→ Required work
Where does the string "halo" appear in the records? Copy each line that holds it.

·····

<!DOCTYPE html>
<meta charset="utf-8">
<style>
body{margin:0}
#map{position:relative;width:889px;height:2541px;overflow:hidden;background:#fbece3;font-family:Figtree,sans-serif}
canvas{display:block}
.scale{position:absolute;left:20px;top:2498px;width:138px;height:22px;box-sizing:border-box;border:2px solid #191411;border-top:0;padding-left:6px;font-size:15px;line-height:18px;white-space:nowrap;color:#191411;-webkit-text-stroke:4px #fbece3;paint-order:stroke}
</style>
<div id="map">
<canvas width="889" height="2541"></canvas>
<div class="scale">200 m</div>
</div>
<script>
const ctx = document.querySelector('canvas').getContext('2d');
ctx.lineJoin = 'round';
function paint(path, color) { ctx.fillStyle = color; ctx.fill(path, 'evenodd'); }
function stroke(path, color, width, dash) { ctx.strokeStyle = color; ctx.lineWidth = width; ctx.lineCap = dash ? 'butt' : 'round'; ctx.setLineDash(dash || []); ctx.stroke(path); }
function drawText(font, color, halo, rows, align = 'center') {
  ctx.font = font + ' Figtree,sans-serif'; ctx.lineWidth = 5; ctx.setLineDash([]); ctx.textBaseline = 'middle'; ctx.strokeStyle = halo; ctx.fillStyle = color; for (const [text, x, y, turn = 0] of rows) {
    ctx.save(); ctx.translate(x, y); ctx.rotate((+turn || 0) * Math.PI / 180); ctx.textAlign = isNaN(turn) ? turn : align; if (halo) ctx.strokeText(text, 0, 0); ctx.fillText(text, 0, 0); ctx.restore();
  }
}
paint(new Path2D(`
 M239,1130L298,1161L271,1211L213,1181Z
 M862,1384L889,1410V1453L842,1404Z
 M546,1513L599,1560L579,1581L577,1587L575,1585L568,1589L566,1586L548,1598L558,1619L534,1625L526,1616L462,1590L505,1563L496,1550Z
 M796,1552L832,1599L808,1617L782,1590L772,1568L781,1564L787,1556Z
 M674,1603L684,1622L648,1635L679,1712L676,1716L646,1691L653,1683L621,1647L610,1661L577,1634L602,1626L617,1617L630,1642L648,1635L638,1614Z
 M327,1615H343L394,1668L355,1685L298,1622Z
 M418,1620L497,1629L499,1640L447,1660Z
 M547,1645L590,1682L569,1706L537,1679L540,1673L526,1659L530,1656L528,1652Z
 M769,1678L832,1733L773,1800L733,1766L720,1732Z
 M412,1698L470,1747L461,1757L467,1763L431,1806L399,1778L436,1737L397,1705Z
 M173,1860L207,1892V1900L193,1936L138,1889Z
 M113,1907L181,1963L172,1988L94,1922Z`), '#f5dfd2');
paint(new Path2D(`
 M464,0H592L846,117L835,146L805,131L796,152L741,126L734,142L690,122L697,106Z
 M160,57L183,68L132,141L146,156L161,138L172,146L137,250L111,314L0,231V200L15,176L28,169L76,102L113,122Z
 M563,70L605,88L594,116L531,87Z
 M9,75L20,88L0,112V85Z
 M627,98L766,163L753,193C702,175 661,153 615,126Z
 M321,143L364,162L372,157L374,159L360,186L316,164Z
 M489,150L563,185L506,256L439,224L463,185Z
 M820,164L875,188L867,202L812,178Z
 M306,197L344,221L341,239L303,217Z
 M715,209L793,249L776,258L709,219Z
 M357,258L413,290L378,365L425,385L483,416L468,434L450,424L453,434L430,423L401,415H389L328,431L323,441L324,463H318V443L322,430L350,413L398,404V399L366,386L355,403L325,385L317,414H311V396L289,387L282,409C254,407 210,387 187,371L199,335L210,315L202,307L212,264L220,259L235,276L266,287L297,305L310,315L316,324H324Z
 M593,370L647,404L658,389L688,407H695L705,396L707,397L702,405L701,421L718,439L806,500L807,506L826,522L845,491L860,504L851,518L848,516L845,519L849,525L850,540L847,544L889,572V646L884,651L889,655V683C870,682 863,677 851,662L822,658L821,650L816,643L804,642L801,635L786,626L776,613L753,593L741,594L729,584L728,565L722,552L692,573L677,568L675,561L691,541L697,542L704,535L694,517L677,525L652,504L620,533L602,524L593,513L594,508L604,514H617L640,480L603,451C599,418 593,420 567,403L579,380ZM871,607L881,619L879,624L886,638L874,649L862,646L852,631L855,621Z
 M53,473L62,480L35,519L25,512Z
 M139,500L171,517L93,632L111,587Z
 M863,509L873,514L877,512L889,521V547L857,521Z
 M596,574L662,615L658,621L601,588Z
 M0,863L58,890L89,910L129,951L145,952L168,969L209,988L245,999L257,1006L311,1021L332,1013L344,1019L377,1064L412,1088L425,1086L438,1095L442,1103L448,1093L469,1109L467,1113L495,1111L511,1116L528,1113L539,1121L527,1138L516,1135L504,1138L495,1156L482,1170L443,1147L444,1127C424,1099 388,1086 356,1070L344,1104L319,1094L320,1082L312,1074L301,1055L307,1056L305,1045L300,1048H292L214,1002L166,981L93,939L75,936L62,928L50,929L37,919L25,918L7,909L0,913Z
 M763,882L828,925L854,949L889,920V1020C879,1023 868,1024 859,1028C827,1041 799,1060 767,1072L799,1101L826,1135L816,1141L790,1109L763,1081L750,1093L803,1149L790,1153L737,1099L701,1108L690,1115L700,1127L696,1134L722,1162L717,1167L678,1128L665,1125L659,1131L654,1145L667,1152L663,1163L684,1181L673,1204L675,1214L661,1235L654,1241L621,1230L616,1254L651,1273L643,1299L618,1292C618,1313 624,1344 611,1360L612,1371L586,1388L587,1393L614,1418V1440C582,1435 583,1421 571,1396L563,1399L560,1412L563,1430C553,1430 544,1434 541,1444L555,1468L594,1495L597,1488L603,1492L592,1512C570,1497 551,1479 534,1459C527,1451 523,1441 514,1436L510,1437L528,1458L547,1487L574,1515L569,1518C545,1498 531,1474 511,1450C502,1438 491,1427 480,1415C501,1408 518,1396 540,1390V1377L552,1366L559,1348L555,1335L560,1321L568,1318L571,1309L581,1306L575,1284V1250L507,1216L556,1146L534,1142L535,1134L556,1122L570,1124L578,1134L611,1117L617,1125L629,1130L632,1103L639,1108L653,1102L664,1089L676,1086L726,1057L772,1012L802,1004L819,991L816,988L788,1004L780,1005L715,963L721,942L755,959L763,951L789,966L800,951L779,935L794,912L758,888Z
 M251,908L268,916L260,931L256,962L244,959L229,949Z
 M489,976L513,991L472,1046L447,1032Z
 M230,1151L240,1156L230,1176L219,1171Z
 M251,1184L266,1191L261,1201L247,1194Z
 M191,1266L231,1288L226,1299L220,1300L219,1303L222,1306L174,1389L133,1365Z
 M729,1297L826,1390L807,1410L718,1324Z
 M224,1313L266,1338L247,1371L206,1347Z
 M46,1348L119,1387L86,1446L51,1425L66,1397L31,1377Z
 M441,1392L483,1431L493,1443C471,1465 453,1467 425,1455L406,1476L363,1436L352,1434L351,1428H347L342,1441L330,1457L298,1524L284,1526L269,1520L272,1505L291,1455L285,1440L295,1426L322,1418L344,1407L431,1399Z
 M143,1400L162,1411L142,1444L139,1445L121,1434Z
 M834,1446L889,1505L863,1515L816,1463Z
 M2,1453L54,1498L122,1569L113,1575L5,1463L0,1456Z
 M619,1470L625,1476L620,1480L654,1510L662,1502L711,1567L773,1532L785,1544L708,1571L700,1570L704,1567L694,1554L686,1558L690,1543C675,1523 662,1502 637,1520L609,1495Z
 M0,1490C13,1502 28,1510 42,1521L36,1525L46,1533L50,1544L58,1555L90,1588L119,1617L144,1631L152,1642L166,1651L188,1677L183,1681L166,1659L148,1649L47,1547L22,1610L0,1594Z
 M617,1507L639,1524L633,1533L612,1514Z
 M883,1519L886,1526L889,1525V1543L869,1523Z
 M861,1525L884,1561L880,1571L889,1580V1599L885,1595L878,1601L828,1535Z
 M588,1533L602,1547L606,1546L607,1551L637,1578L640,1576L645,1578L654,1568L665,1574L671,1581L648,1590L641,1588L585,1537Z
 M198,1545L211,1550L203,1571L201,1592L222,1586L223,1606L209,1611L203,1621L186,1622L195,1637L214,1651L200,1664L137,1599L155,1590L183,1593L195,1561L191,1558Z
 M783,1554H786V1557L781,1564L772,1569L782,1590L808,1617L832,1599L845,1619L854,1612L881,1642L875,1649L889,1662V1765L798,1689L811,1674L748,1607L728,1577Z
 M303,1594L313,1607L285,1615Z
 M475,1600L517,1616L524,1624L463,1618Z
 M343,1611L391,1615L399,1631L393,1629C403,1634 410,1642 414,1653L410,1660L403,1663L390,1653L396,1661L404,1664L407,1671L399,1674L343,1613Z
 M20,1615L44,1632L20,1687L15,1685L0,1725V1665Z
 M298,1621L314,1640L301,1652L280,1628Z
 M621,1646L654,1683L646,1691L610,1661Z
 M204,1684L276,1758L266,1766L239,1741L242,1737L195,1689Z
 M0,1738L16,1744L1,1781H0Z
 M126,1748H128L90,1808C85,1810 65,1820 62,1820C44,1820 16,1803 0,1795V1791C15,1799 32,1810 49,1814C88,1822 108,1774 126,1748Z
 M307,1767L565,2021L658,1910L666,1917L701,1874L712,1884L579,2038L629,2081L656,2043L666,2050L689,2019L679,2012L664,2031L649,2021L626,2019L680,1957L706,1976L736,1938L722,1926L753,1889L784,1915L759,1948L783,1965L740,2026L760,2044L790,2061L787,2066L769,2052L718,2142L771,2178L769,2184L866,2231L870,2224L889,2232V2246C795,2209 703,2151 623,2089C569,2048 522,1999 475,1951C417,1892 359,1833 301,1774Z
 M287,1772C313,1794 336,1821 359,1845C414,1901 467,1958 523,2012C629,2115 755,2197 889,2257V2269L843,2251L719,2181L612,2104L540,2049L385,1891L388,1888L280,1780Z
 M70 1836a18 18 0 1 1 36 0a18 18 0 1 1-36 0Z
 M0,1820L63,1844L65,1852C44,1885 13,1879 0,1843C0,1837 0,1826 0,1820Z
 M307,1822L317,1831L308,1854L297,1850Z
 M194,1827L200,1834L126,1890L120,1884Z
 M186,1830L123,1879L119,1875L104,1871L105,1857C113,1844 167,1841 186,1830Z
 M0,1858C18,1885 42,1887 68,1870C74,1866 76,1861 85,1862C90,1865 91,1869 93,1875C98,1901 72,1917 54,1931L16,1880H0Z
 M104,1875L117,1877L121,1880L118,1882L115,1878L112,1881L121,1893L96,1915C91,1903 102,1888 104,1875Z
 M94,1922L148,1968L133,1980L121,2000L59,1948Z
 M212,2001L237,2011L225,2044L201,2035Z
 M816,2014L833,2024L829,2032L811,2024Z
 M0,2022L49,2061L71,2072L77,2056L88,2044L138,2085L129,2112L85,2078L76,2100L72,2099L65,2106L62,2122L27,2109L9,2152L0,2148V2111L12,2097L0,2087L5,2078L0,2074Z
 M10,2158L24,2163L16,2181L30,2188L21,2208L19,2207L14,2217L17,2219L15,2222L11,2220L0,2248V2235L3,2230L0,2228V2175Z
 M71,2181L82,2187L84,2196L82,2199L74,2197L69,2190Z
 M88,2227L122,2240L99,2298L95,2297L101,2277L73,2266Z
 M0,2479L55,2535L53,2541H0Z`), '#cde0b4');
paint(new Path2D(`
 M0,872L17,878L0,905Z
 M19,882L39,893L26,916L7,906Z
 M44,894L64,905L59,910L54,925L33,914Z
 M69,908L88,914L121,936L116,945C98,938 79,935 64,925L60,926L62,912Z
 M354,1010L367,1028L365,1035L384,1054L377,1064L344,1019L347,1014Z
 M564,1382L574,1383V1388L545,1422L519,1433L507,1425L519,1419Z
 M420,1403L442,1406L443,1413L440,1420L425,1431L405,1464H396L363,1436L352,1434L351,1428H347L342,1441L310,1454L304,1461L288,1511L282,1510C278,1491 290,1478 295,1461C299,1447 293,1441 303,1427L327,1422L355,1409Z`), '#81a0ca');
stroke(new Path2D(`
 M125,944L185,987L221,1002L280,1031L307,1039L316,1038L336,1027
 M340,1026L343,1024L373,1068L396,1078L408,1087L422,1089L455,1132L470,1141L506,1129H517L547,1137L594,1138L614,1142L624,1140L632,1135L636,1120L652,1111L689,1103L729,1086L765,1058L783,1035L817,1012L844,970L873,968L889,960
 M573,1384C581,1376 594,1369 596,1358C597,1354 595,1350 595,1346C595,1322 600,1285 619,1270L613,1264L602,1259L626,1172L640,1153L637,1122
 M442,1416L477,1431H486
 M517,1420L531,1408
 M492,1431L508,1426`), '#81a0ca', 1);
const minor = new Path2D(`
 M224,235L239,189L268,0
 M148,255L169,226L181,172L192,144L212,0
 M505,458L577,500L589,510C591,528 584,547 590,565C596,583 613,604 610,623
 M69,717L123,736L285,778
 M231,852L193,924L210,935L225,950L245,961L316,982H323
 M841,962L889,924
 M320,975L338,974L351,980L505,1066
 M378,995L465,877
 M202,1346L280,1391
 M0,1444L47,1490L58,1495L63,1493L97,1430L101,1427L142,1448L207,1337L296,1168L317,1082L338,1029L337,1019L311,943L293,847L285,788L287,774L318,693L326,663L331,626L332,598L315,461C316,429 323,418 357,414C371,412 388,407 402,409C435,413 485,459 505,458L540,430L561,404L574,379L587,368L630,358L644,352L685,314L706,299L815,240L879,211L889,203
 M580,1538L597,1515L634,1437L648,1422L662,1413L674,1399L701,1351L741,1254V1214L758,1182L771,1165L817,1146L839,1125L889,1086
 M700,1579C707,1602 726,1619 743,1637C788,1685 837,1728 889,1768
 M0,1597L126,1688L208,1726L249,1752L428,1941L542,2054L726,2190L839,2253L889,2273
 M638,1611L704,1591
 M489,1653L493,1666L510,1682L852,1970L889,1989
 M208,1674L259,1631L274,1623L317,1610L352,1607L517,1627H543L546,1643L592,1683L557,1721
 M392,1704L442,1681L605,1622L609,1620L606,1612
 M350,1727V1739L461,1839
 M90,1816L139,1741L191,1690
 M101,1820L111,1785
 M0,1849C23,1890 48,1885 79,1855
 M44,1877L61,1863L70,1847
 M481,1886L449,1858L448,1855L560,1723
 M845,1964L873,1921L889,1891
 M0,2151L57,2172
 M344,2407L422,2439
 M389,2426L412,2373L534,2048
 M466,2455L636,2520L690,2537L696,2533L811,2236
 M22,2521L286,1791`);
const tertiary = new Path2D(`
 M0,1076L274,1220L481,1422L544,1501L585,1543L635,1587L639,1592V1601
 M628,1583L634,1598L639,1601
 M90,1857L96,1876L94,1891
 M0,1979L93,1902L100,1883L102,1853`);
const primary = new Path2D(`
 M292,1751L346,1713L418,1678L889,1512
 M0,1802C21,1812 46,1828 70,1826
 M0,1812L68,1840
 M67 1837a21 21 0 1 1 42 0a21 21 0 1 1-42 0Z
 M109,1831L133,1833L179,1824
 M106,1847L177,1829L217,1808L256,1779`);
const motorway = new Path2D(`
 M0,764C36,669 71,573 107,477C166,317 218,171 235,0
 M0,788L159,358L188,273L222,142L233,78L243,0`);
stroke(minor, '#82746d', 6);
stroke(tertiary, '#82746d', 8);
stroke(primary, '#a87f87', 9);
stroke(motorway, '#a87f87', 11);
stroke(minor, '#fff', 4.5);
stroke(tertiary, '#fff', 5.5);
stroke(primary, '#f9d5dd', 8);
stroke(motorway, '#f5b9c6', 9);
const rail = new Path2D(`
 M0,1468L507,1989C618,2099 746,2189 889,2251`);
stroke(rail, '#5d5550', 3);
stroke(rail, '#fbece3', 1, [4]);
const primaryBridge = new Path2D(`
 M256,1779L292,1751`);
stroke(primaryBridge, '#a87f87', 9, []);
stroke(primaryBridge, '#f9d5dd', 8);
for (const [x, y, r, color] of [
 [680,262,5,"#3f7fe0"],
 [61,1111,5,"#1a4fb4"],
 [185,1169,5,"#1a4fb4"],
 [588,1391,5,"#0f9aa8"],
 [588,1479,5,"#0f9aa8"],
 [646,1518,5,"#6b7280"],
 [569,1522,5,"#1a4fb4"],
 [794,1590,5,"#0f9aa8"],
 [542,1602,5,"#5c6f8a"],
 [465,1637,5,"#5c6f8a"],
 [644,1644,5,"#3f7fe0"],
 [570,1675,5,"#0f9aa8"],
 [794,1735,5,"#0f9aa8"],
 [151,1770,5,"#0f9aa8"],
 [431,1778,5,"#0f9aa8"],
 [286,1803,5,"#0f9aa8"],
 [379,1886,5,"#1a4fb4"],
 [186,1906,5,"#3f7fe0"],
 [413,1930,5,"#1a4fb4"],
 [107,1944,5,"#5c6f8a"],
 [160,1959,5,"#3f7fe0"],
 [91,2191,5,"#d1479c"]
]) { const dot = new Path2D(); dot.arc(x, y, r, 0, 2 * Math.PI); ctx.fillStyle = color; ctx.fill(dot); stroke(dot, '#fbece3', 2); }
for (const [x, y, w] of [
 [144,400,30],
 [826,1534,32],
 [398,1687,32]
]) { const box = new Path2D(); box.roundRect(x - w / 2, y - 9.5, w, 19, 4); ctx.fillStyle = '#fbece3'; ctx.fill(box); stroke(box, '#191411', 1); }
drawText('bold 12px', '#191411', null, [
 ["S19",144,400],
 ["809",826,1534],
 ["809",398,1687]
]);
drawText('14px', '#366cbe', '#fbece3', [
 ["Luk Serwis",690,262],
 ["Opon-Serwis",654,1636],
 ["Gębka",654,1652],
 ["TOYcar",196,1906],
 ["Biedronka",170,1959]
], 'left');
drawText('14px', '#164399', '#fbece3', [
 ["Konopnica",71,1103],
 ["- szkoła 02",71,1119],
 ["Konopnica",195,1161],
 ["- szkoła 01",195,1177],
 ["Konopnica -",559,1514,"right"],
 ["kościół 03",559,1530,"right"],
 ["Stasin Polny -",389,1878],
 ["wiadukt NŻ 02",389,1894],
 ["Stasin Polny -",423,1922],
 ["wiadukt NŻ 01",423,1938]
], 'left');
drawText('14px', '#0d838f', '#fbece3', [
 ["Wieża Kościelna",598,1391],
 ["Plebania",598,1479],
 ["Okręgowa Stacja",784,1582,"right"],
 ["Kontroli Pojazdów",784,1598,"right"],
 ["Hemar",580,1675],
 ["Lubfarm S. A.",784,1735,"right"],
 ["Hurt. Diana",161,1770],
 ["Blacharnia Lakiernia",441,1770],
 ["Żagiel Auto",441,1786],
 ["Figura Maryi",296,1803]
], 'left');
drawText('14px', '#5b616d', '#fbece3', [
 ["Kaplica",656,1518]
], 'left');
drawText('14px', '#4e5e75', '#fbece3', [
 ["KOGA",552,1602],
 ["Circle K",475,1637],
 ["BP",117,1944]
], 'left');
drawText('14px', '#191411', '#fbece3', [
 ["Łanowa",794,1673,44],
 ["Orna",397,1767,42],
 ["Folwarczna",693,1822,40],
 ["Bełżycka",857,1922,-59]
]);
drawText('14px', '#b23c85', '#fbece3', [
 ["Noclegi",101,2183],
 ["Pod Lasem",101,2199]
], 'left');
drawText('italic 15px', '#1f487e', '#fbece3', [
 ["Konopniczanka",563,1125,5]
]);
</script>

·····

→ Answer to this problem
function drawText(font, color, halo, rows, align = 'center') {
  ctx.font = font + ' Figtree,sans-serif'; ctx.lineWidth = 5; ctx.setLineDash([]); ctx.textBaseline = 'middle'; ctx.strokeStyle = halo; ctx.fillStyle = color; for (const [text, x, y, turn = 0] of rows) {
    ctx.save(); ctx.translate(x, y); ctx.rotate((+turn || 0) * Math.PI / 180); ctx.textAlign = isNaN(turn) ? turn : align; if (halo) ctx.strokeText(text, 0, 0); ctx.fillText(text, 0, 0); ctx.restore();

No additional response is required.